Yükleniyor...
Evet…
Süheyl Ünver Üstadın başka bir öğrencisini daha anlatmaya gayret edelim izninizle:
Üstadın bir bakıma ailesinden sayılan öğrencisi Ahmet Yakupoğlu…
Ve… Hemen hayalimde 2004 yazında yaşadığım o güzel gün canlanıyor:
“-Burada duralım mı efendim?”
“-Şu binalar olmasaydı!”
Anlıyorum ki güzelim manzarayı çirkinleştiren bina dediği o beton yapıları beğenmiyor. Mudanya’dan sonra başlayan ve rengârenk rüyalar gibi görünen bir kıyıdan gidiyoruz. Bir tarafta ufka mavi atlas gibi yayılan Marmara, diğer tarafta yemyeşil bir dünya: Tepelere doğru yayılan zeytin ağaçları, küçücük çam koruları, ara ara ortaya çıkan orman…
Yanımda son zamanların en iyi resim üstatlarından Ahmet Yakupoğlu var. Beğendiği bir manzarada durup resim yapacak.
Kumyaka Köyünü geçtikten sonra birkaç sefer duruyoruz.

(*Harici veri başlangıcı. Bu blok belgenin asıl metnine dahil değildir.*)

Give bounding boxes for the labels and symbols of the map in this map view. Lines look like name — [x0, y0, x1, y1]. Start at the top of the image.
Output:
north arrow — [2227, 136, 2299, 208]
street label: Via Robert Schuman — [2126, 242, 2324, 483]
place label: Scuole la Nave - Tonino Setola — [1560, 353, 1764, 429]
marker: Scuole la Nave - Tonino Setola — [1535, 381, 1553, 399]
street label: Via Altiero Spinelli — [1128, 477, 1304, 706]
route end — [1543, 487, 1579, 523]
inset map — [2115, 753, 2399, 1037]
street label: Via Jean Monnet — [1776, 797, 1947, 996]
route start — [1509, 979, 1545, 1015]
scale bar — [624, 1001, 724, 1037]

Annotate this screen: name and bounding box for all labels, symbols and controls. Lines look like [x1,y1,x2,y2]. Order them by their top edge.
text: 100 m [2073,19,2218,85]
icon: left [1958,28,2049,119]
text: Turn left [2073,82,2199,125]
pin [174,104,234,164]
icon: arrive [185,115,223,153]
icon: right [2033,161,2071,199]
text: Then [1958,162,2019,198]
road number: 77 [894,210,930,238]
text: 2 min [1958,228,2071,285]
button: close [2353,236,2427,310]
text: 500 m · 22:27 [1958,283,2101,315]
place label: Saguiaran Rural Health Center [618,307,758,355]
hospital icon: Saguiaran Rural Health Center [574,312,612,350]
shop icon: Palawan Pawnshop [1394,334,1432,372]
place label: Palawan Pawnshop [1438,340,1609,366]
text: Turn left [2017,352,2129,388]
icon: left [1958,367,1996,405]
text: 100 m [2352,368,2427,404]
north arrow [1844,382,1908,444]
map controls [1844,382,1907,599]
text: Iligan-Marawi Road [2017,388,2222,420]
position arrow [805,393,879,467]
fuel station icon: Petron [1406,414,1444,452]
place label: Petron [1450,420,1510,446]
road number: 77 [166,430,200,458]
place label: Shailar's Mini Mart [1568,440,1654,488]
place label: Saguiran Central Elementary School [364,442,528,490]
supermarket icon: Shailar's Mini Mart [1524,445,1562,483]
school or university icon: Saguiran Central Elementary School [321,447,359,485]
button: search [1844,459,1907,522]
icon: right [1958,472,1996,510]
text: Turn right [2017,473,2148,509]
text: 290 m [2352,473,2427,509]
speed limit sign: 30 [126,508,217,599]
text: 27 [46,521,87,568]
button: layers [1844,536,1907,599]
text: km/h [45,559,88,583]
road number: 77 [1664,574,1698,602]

Lâkin gözümüze o beton evler çarpıyor. Yola devam ediyorum.
Yolumuz Zeytinbağı Beldesi’nde nihayete eriyor. Sahildeki güzel çay bahçesi mekanımız oluyor.
Bu harikulade manzara Yakupoğlu Hoca’ya tesir etmiş olmalı ki deniz kıyısında karar kılıyor. Üstü kilim kaplı taburesini kuruyor. 1941 yılında kullanmaya başladığı tahta çantasını açıyor. Çantanın üst kapağının iç kısmı tuval görevini üstlenmiş hep.
Çalışmaya başlıyor. Sol tarafta engin Marmara uzanıyor: Önde dalgaların ara ara köpürerek iri taşları dövdüğü küçük koy. Sırtını zeytin ve çam ağaçlarıyla dolu yemyeşil bir tepeye dayamış.
Yakupoğlu Hoca sessiz bir güzellik içinde. Başında her zamanki takkesi var. Sevimli kısa sakalı, sade kıyafeti ile orada tabiatın bir parçası adeta.
Biraz sonra o kadar farklı bir hava meydana geliyor ki soru sormamak gerek. Hatta konuşmama şart : Çok güzel bir musiki zaten var, kıyılara türkü söyleyen dalgalar, uğultulu nağmelerle inleyen rüzgar, martıların şarkıları…
Kimi zaman merakına yenilip gelen insanlar da o sessizliğe uyup Hoca’nın o güzel manzarayı resmetmesini hayranlıkla gülümseyerek seyrediyorlar.
İki saate yakın bir sessizlikten sonra resmi bitirdiğine kanaat getiriyor. Çay Bahçesindeki masalardan birine yerleşiyoruz.
Evet… Hayat hikâyesinde öyle güzel hadiseler var ki onu Ahmet Yakupoğlu yapanlar da bu olağanüstü dönemeçler.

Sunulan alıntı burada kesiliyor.